▶ **Directions**
Quote the lines below exactly, from the one that holds "of the image." through the final line of the records, and only those.

▶ **Data supplied**
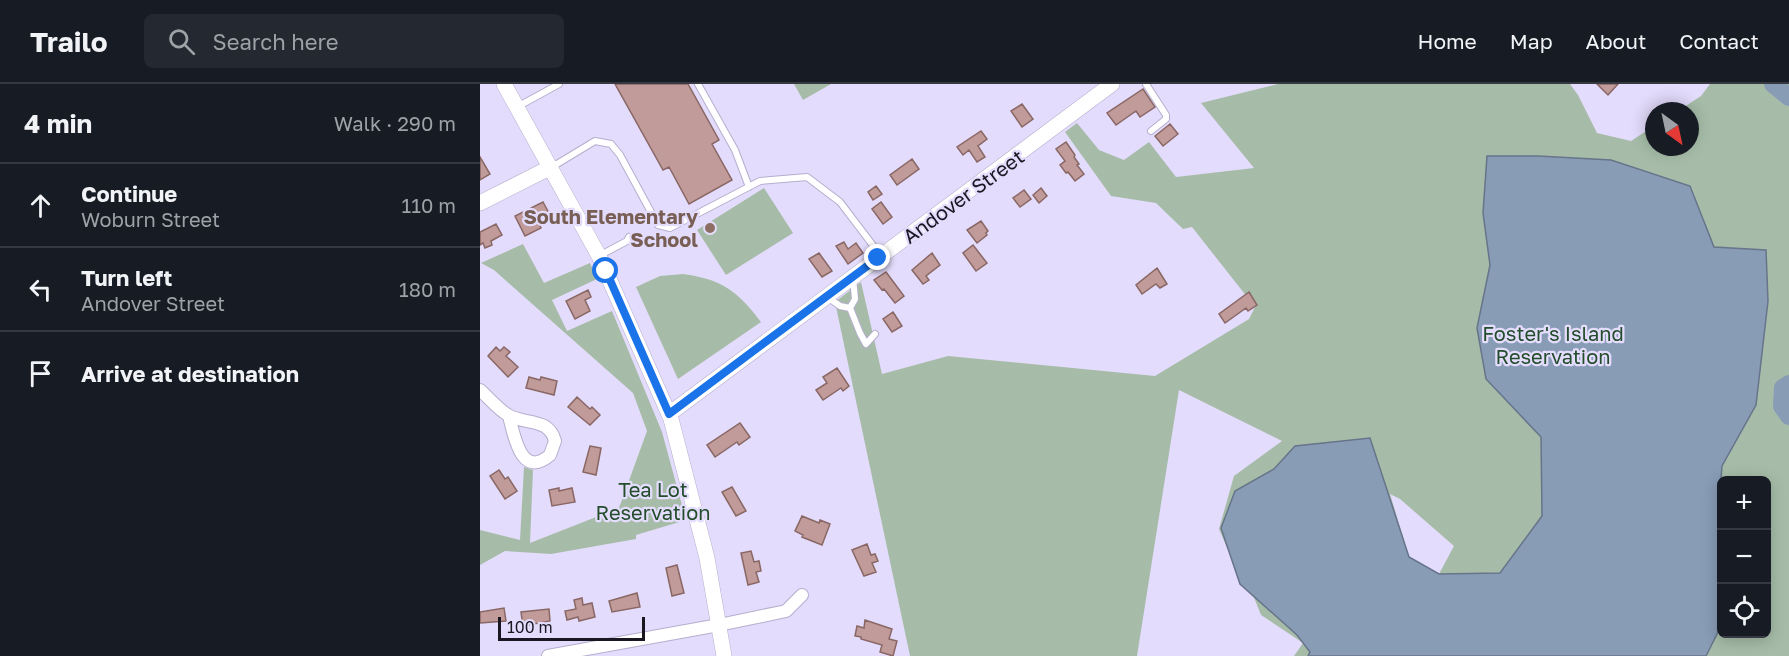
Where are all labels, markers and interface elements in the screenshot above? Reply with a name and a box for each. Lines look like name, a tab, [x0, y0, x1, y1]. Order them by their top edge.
search box	[144, 14, 564, 68]
text: Trailo	[30, 25, 108, 58]
icon: search	[165, 25, 198, 58]
text: Search here	[213, 28, 339, 55]
text: Home	[1417, 28, 1477, 54]
text: Map	[1510, 28, 1553, 54]
text: About	[1586, 28, 1646, 54]
text: Contact	[1679, 28, 1759, 54]
north arrow	[1645, 102, 1699, 156]
text: 4 min	[24, 108, 92, 139]
text: Walk · 290 m	[334, 111, 456, 135]
street label: Andover Street	[898, 144, 1028, 248]
text: Continue	[81, 180, 177, 207]
icon: ahead	[24, 189, 57, 222]
text: 110 m	[402, 193, 456, 217]
place label: South Elementary School	[523, 204, 698, 251]
text: Woburn Street	[81, 207, 220, 231]
marker: South Elementary School	[703, 221, 717, 235]
route end	[864, 244, 890, 270]
route start	[592, 257, 618, 283]
text: Turn left	[81, 264, 172, 291]
icon: left	[24, 273, 57, 306]
text: 180 m	[399, 277, 456, 301]
text: Andover Street	[81, 291, 225, 315]
park label: Foster's Island Reservation	[1482, 321, 1624, 368]
icon: arrive	[24, 357, 57, 390]
text: Arrive at destination	[81, 360, 299, 387]
map controls	[1717, 476, 1771, 638]
button: +	[1717, 476, 1771, 530]
park label: Tea Lot Reservation	[596, 477, 710, 524]
button: −	[1717, 530, 1771, 584]
button: locate	[1717, 584, 1771, 638]
scale bar	[498, 614, 645, 642]
text: 100 m	[507, 617, 553, 637]

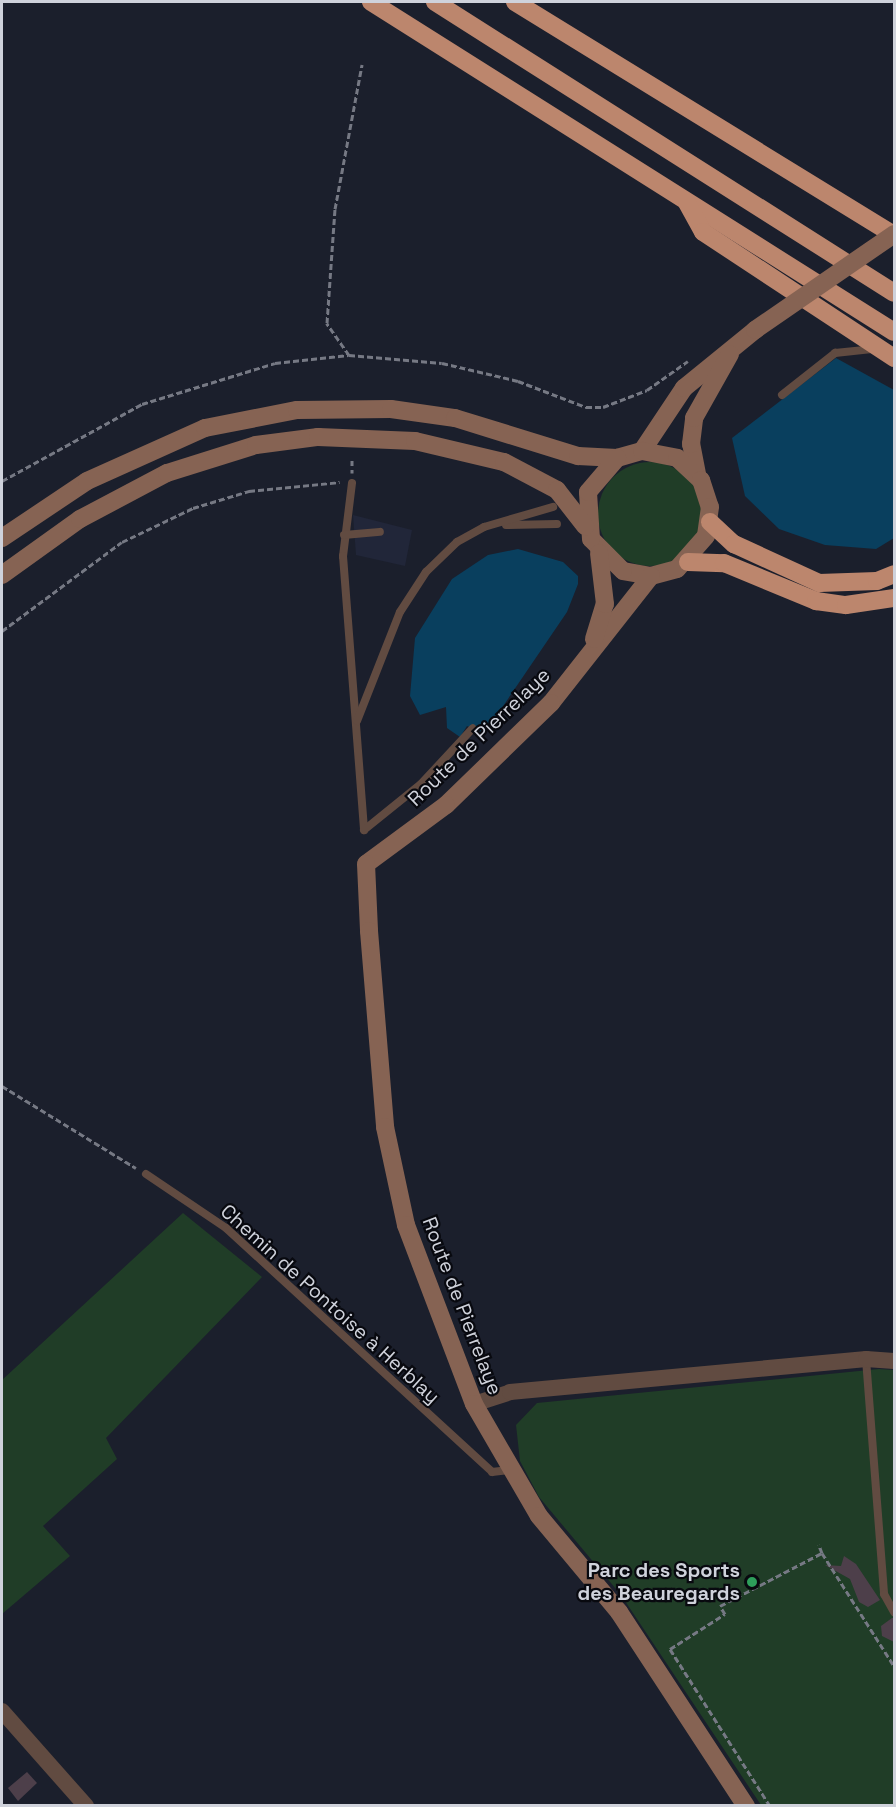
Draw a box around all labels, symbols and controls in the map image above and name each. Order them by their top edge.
street label: Route de Pierrelaye [403,663,555,811]
street label: Chemin de Pontoise à Herblay [216,1199,444,1409]
street label: Route de Pierrelaye [417,1214,507,1398]
place label: Parc des Sports des Beauregards [578,1558,740,1605]
marker: Parc des Sports des Beauregards [745,1575,759,1589]

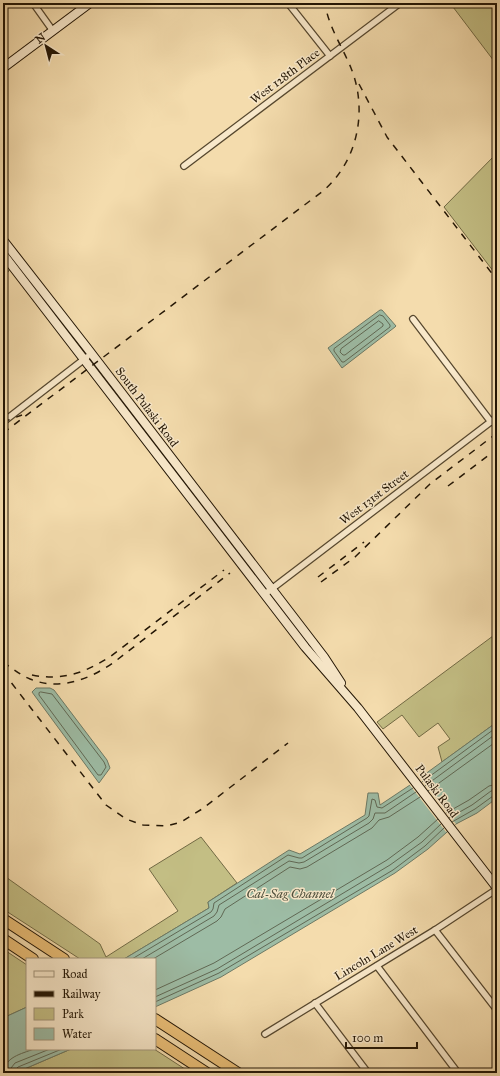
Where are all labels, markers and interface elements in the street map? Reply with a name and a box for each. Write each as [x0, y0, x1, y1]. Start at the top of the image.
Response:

▶ **Written answer**
Where are all labels, markers and interface elements in the street map? Reply with a name and a box for each. Write each as [x0, y0, x1, y1]. Start at the top of the image.
Response:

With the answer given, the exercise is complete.